The Americans went out on the platform; the dark-haired man did the same. The Americans looked around for a taxi; the dark-haired man signaled a private car. A driver got out of a cab; he approached Conklin and Panov, speaking quietly, as a porter arrived with their luggage; the two Americans climbed into the taxi. The stranger who followed them slipped into the private car two vehicles behind the cab.
“Pazzo!” said the dark-haired man in Italian to the fashionably dressed middle-aged woman behind the wheel. “I tell you it’s crazy!

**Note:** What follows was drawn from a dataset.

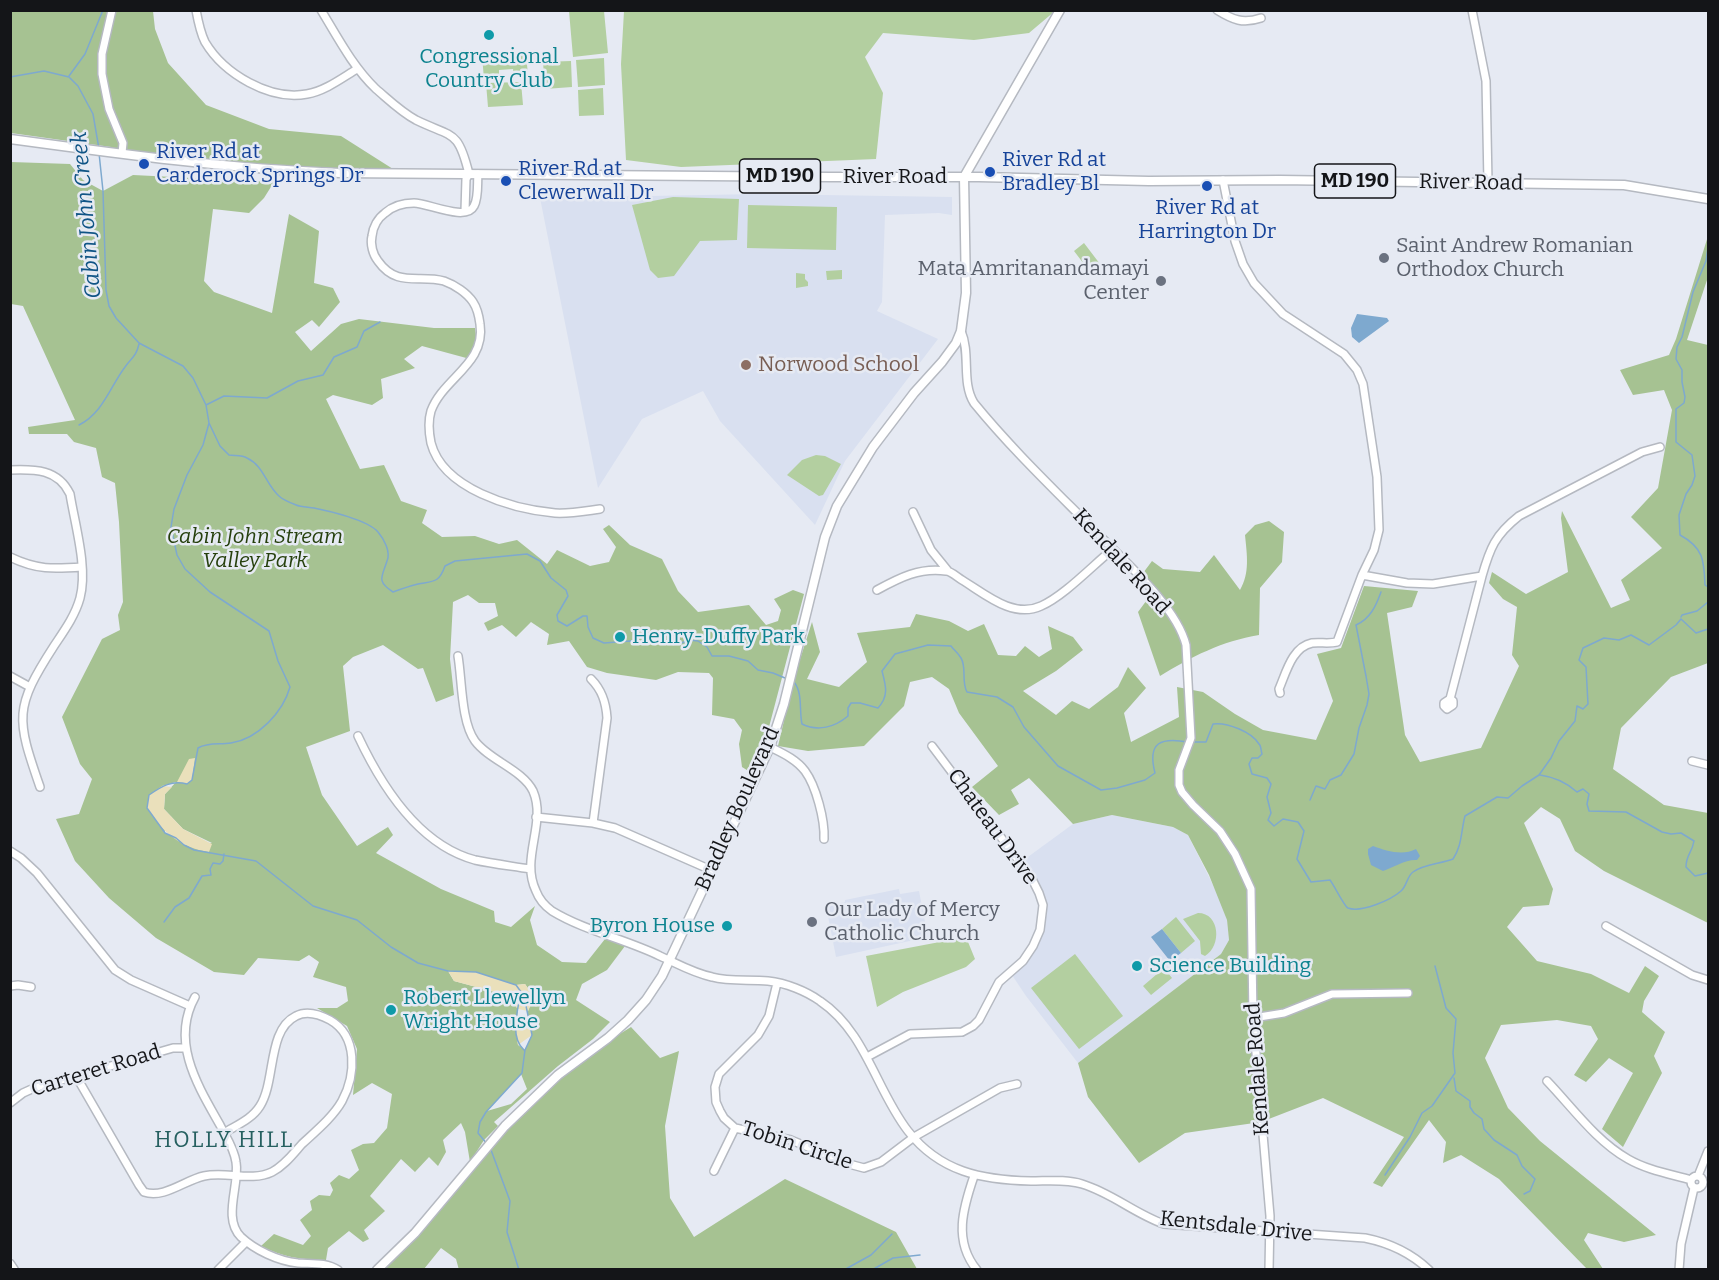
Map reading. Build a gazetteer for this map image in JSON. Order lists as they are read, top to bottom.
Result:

For three days we wait, all incoming American planes watched, and we are about to give up when that fool in New York turns out to be right. It’s them! … Here, I’ll drive. You get out and reach our people over there. Tell them to call DeFazio; instruct him to go to his other favorite restaurant and await my call to him. He is not to leave until we speak.”
“Is this you, old man?” asked the hostess in the diplomatic lounge, speaking softly into the telephone at her counter.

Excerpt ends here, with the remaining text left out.